By Tim Sprinkle
Apr 14, 2026
There is a reason that per- and polyfluoroalkyl substances (PFAS) have become known as “forever chemicals.” Based on their composition, they can potentially stick around for hundreds or even thousands of years, making them one of the most challenging environmental concerns of our time.
As a result, PFAS management comes with a complex web of measurement, analysis, and remediation challenges that experts have struggled with for decades. And until recently, there has not been clear, standardized guidance. That’s why, over the past six-plus years, a dedicated task group within the subcommittee on corrective action (E50.04), part of the committee on environmental assessment, risk management and corrective action (E50), has worked to develop a trio of complementary standards that together offer a comprehensive framework for tackling PFAS in the environment for the first time.
“There was really a lack of guidance and a lack of clarity on how to even address PFAS in the environment,” says Stephanie Fiorenza, co-lead of the PFAS Sampling and Analytical task group, describing the field in 2019. “We felt we needed to jump in and help provide that clarity.”

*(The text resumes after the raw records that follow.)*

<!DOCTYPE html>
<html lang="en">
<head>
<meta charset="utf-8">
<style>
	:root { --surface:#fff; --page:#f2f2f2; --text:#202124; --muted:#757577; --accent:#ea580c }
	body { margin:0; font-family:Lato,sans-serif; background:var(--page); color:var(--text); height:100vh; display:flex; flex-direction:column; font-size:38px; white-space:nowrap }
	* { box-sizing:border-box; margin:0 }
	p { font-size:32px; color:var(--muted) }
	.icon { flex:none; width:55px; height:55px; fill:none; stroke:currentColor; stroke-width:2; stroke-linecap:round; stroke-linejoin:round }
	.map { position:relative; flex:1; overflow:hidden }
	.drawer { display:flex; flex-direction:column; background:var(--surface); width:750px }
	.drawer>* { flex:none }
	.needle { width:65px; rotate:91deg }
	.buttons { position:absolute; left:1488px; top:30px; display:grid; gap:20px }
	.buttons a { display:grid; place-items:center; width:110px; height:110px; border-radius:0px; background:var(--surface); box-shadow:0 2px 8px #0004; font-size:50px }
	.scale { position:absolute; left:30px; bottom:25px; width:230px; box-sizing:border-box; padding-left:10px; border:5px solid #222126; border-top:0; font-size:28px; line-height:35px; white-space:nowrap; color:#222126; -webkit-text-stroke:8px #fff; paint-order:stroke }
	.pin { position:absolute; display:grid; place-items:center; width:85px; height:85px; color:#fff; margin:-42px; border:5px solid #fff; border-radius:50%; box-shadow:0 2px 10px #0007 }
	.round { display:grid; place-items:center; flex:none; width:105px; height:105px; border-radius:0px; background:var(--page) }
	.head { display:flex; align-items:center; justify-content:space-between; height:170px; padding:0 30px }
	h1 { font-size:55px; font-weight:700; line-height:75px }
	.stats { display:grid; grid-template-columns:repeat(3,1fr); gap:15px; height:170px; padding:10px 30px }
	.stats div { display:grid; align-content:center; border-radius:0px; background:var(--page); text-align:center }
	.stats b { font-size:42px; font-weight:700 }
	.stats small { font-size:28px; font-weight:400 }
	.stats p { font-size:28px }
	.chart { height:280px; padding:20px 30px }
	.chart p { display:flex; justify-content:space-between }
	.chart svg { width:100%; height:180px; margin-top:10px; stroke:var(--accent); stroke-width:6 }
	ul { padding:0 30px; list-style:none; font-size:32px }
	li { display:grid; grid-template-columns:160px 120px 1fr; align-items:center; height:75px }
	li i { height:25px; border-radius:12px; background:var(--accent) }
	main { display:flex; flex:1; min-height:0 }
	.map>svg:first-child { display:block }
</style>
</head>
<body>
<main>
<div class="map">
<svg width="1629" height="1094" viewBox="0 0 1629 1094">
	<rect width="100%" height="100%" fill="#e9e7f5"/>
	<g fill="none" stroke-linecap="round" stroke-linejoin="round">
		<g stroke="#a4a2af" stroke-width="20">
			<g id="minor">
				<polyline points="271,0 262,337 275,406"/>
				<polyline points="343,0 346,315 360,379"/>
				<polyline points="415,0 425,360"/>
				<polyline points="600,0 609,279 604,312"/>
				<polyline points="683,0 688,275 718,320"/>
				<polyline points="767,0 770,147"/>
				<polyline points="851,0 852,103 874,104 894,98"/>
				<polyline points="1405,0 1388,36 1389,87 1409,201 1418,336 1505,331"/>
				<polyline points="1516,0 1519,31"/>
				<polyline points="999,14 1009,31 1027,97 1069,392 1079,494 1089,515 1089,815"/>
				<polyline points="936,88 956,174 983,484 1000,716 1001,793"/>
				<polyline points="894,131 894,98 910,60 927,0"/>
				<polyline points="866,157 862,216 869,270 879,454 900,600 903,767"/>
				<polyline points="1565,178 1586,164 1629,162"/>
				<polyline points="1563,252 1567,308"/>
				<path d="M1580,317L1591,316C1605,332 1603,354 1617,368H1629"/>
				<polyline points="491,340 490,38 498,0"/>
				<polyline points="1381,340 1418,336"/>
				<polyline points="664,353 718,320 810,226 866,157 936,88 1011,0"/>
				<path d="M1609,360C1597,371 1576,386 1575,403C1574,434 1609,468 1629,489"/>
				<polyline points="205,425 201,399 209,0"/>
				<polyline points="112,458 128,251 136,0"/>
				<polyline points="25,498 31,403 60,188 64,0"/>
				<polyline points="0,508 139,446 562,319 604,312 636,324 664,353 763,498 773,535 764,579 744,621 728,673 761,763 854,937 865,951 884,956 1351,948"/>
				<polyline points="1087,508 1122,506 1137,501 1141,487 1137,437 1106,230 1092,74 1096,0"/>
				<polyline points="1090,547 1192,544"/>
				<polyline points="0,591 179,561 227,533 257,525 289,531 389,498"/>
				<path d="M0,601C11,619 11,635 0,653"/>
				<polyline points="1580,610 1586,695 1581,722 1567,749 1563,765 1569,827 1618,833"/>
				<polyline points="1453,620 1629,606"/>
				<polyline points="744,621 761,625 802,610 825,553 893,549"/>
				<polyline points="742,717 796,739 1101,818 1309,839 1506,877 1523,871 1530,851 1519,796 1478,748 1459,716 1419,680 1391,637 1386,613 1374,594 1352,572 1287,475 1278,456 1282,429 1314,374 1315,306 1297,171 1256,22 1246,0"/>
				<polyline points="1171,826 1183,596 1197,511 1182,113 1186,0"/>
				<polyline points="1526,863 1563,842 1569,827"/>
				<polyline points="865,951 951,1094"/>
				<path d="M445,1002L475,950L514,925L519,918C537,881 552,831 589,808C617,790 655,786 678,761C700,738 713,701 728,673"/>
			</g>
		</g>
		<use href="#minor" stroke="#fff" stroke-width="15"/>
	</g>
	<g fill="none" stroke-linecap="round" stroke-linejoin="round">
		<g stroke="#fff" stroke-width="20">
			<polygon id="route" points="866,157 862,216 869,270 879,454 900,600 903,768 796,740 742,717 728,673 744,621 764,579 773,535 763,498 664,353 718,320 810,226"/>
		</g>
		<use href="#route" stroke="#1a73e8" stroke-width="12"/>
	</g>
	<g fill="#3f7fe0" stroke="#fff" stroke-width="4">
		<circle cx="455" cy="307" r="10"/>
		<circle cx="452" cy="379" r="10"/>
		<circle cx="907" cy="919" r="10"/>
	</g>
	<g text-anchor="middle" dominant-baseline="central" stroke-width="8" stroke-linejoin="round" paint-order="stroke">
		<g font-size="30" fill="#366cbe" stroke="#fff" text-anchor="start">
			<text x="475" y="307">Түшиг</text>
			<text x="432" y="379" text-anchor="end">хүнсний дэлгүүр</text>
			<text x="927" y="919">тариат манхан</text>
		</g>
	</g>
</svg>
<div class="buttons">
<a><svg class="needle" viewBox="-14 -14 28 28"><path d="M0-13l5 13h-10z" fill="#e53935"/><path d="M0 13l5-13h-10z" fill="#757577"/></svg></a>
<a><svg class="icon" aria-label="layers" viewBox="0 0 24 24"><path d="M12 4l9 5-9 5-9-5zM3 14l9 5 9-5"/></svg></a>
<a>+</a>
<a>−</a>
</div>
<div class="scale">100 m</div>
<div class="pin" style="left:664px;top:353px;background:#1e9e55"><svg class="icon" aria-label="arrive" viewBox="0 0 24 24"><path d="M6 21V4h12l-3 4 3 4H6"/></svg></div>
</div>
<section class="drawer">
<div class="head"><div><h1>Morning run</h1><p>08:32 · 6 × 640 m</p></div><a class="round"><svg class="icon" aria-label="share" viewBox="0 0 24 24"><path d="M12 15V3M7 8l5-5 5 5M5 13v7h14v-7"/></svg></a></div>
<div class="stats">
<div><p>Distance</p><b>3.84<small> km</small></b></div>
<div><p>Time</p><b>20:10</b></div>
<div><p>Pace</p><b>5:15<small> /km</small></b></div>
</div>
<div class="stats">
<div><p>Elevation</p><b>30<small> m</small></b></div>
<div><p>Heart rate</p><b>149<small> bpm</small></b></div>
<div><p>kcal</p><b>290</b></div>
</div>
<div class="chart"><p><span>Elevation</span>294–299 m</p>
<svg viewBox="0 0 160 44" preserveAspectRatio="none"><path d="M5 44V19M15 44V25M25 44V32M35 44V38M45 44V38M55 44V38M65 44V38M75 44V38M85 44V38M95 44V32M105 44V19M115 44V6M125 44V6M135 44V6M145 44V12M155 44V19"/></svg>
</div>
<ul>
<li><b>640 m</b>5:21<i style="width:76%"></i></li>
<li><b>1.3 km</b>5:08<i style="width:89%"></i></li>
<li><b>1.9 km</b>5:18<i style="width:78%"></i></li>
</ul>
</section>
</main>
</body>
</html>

There were just a handful of drinking water analytical methods for PFAS from the U.S. Environmental Protection Agency at the time, and laboratories were relying on non-standardized operating procedures to fill the gap. Practitioners working across state lines or international jurisdictions had little consistent guidance to turn to.
“When we stepped into the space, we embraced it with all its messiness and uncertainty and started there,” says Eileen Snyder, the task group’s co-founder. “We started with the analytical method selection guide, and as that evolved, more analytical methods came online.”
The result is a set of three standards designed to work together, each addressing a distinct phase of PFAS measurement and analysis. The most recent (E3511) was approved in March 2026. Over the years, this framework has attracted consistent participation from representatives from the PFAS remediation industry, consultants, laboratories, and academia, with many volunteers contributing through the group’s entire lifespan. The full trio of standards includes:
1) Standard Guide for PFAS Analytical Methods Selection (E3302): The guide helps practitioners decide which analytical methods to use when measuring PFAS. When the task group began its work, available methods were primarily calibrated for drinking water samples, creating a gap for practitioners submitting groundwater, wastewater, soil, and biota samples that required analysis under very different conditions. E3302 provides guidance on selecting appropriate methods across this broader range of environmental conditions, accounting for the QA/QC parameters each one demands.
2) Standard Guide for PFAS Data Evaluation (E3439): Once test results are in hand, researchers face the challenge of making sense of them. This guide provides a framework for assessing the quality and reliability of collected PFAS data, helping practitioners evaluate whether their data meets the necessary standards for defensible decision-making, a critical step given the legal and regulatory implications that often accompany PFAS investigations.
3) Standard Guide for Per- and Polyfluoroalkyl Substances (PFAS) Sampling of Environmental Media (E3511): The newest addition to E50.04’s PFAS standards, this sampling guide provides a comprehensive resource for collecting PFAS samples across a wide range of non-potable water conditions, including surface water, groundwater, and wastewater.
“E3511 is a comprehensive resource for the practitioner who may work across state lines or international jurisdictions,” explains Snyder. “It gets down into the weeds in terms of how the practitioner can interface with their specific sampling program and have the resources, the best practices, to streamline their sample and analysis work planning to execute that work and then to fact check that they met the right metrics.”
Together, these three standards form a sequence for PFAS sampling: select the appropriate methods, collect samples according to best practices, then evaluate the resulting data.
The task group has already turned its attention to a fourth standard, currently a work item: the guide for PFAS source differentiation approaches using forensic applications (WK96796). As PFAS contamination often involves contributions from multiple sources — manufacturers, unintentional users, wastewater treatment facilities, background environmental levels, and more — determining who exactly is responsible for what has become an increasingly urgent legal and regulatory question. This guide will help practitioners and regulators assign forensic “signatures” to different PFAS sources and distinguish them from background conditions.
“This task group collaborates actively with other task groups and other subcommittees such that our guides and our work efforts are meant to work together,” says Snyder. “We have very robust and active participation that has spanned over six years, and we're inviting participation in our newest guide." ●
Tim Sprinkle is a freelance writer based in Colorado Springs, CO. He has written for Yahoo, The Street, and other websites.